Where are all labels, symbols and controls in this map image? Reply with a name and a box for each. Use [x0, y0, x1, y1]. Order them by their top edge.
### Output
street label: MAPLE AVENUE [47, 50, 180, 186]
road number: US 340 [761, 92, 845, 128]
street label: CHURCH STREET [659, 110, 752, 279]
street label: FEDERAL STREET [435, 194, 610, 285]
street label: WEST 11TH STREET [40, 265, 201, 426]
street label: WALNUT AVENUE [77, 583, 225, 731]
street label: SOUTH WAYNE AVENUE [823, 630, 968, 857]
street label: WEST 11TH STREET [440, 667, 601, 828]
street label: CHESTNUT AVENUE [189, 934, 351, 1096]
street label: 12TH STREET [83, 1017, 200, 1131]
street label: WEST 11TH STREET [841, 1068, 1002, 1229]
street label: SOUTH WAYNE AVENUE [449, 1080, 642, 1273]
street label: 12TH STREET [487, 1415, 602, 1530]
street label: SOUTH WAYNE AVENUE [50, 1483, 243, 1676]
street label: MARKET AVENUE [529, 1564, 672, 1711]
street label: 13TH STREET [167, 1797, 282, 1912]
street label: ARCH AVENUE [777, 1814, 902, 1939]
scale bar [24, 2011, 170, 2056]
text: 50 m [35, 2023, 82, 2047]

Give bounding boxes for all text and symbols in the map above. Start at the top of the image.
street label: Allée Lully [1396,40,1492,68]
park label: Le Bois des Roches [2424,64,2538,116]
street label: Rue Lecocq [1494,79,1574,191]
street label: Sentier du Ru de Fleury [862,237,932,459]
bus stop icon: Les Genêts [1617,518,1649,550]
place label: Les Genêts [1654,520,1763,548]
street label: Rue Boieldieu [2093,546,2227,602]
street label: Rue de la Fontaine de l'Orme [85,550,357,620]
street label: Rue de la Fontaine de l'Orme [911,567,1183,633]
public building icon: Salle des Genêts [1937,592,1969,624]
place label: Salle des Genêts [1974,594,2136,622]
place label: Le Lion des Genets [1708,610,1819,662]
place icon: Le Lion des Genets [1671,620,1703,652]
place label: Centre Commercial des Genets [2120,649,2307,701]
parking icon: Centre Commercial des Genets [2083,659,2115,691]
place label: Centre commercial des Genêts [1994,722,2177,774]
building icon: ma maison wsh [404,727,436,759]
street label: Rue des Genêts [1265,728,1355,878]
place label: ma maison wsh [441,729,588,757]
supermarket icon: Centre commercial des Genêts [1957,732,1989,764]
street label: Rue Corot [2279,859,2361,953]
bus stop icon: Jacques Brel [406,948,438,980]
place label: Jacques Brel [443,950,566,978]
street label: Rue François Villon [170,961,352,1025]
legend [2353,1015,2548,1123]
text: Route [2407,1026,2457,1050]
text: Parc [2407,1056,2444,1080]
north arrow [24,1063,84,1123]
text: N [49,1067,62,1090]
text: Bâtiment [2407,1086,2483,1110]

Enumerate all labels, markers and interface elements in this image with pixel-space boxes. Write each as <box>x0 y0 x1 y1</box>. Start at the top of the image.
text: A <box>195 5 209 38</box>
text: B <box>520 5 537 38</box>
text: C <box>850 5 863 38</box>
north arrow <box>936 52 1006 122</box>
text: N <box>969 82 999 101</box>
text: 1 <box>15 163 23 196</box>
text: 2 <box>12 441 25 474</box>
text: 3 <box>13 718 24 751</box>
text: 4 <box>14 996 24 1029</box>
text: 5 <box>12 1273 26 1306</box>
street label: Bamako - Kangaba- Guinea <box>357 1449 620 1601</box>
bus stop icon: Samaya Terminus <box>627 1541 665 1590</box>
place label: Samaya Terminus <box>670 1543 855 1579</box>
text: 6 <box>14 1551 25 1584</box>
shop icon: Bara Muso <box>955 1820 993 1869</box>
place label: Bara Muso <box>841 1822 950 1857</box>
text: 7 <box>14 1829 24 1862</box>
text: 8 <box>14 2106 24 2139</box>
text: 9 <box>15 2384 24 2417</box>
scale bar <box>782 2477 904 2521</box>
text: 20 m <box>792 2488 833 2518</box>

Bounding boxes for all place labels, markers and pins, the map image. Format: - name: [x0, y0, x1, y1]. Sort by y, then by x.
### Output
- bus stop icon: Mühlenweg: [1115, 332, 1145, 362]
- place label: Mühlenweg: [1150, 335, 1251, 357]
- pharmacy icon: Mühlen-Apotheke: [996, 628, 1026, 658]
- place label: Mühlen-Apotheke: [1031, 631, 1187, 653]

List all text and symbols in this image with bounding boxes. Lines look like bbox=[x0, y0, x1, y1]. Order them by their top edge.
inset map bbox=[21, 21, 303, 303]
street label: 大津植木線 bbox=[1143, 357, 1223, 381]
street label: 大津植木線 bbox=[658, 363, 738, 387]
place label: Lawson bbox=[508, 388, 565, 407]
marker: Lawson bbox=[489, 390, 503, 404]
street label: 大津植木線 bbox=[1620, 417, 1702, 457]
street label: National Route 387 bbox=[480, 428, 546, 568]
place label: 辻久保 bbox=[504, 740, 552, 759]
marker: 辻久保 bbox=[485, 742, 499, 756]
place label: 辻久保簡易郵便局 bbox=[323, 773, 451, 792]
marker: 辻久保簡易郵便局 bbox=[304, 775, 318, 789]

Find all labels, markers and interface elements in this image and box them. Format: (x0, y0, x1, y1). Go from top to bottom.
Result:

• Instructions to follow: Retype the records in their entirety, matching each one exactly.

• Problem solution:
Where are all labels, symbols and controls in this map image? Reply with a name and a box for each. Use [x0, y0, x1, y1]. Order them by their top edge.
### Output
street label: MAPLE AVENUE [47, 50, 180, 186]
road number: US 340 [761, 92, 845, 128]
street label: CHURCH STREET [659, 110, 752, 279]
street label: FEDERAL STREET [435, 194, 610, 285]
street label: WEST 11TH STREET [40, 265, 201, 426]
street label: WALNUT AVENUE [77, 583, 225, 731]
street label: SOUTH WAYNE AVENUE [823, 630, 968, 857]
street label: WEST 11TH STREET [440, 667, 601, 828]
street label: CHESTNUT AVENUE [189, 934, 351, 1096]
street label: 12TH STREET [83, 1017, 200, 1131]
street label: WEST 11TH STREET [841, 1068, 1002, 1229]
street label: SOUTH WAYNE AVENUE [449, 1080, 642, 1273]
street label: 12TH STREET [487, 1415, 602, 1530]
street label: SOUTH WAYNE AVENUE [50, 1483, 243, 1676]
street label: MARKET AVENUE [529, 1564, 672, 1711]
street label: 13TH STREET [167, 1797, 282, 1912]
street label: ARCH AVENUE [777, 1814, 902, 1939]
scale bar [24, 2011, 170, 2056]
text: 50 m [35, 2023, 82, 2047]

Give bounding boxes for all text and symbols in the map above. Start at the top of the image.
street label: Allée Lully [1396,40,1492,68]
park label: Le Bois des Roches [2424,64,2538,116]
street label: Rue Lecocq [1494,79,1574,191]
street label: Sentier du Ru de Fleury [862,237,932,459]
bus stop icon: Les Genêts [1617,518,1649,550]
place label: Les Genêts [1654,520,1763,548]
street label: Rue Boieldieu [2093,546,2227,602]
street label: Rue de la Fontaine de l'Orme [85,550,357,620]
street label: Rue de la Fontaine de l'Orme [911,567,1183,633]
public building icon: Salle des Genêts [1937,592,1969,624]
place label: Salle des Genêts [1974,594,2136,622]
place label: Le Lion des Genets [1708,610,1819,662]
place icon: Le Lion des Genets [1671,620,1703,652]
place label: Centre Commercial des Genets [2120,649,2307,701]
parking icon: Centre Commercial des Genets [2083,659,2115,691]
place label: Centre commercial des Genêts [1994,722,2177,774]
building icon: ma maison wsh [404,727,436,759]
street label: Rue des Genêts [1265,728,1355,878]
place label: ma maison wsh [441,729,588,757]
supermarket icon: Centre commercial des Genêts [1957,732,1989,764]
street label: Rue Corot [2279,859,2361,953]
bus stop icon: Jacques Brel [406,948,438,980]
place label: Jacques Brel [443,950,566,978]
street label: Rue François Villon [170,961,352,1025]
legend [2353,1015,2548,1123]
text: Route [2407,1026,2457,1050]
text: Parc [2407,1056,2444,1080]
north arrow [24,1063,84,1123]
text: N [49,1067,62,1090]
text: Bâtiment [2407,1086,2483,1110]

Enumerate all labels, markers and interface elements in this image with pixel-space boxes. Write each as <box>x0 y0 x1 y1</box>. Start at the top of the image.
text: A <box>195 5 209 38</box>
text: B <box>520 5 537 38</box>
text: C <box>850 5 863 38</box>
north arrow <box>936 52 1006 122</box>
text: N <box>969 82 999 101</box>
text: 1 <box>15 163 23 196</box>
text: 2 <box>12 441 25 474</box>
text: 3 <box>13 718 24 751</box>
text: 4 <box>14 996 24 1029</box>
text: 5 <box>12 1273 26 1306</box>
street label: Bamako - Kangaba- Guinea <box>357 1449 620 1601</box>
bus stop icon: Samaya Terminus <box>627 1541 665 1590</box>
place label: Samaya Terminus <box>670 1543 855 1579</box>
text: 6 <box>14 1551 25 1584</box>
shop icon: Bara Muso <box>955 1820 993 1869</box>
place label: Bara Muso <box>841 1822 950 1857</box>
text: 7 <box>14 1829 24 1862</box>
text: 8 <box>14 2106 24 2139</box>
text: 9 <box>15 2384 24 2417</box>
scale bar <box>782 2477 904 2521</box>
text: 20 m <box>792 2488 833 2518</box>

Bounding boxes for all place labels, markers and pins, the map image. Format: - name: [x0, y0, x1, y1]. Sort by y, then by x.
### Output
- bus stop icon: Mühlenweg: [1115, 332, 1145, 362]
- place label: Mühlenweg: [1150, 335, 1251, 357]
- pharmacy icon: Mühlen-Apotheke: [996, 628, 1026, 658]
- place label: Mühlen-Apotheke: [1031, 631, 1187, 653]

List all text and symbols in this image with bounding boxes. Lines look like bbox=[x0, y0, x1, y1]. Order them by their top edge.
inset map bbox=[21, 21, 303, 303]
street label: 大津植木線 bbox=[1143, 357, 1223, 381]
street label: 大津植木線 bbox=[658, 363, 738, 387]
place label: Lawson bbox=[508, 388, 565, 407]
marker: Lawson bbox=[489, 390, 503, 404]
street label: 大津植木線 bbox=[1620, 417, 1702, 457]
street label: National Route 387 bbox=[480, 428, 546, 568]
place label: 辻久保 bbox=[504, 740, 552, 759]
marker: 辻久保 bbox=[485, 742, 499, 756]
place label: 辻久保簡易郵便局 bbox=[323, 773, 451, 792]
marker: 辻久保簡易郵便局 bbox=[304, 775, 318, 789]

Find all labels, markers and interface elements in this image and box them. Format: (x0, y0, x1, y1). Go from top to bottom.
Result:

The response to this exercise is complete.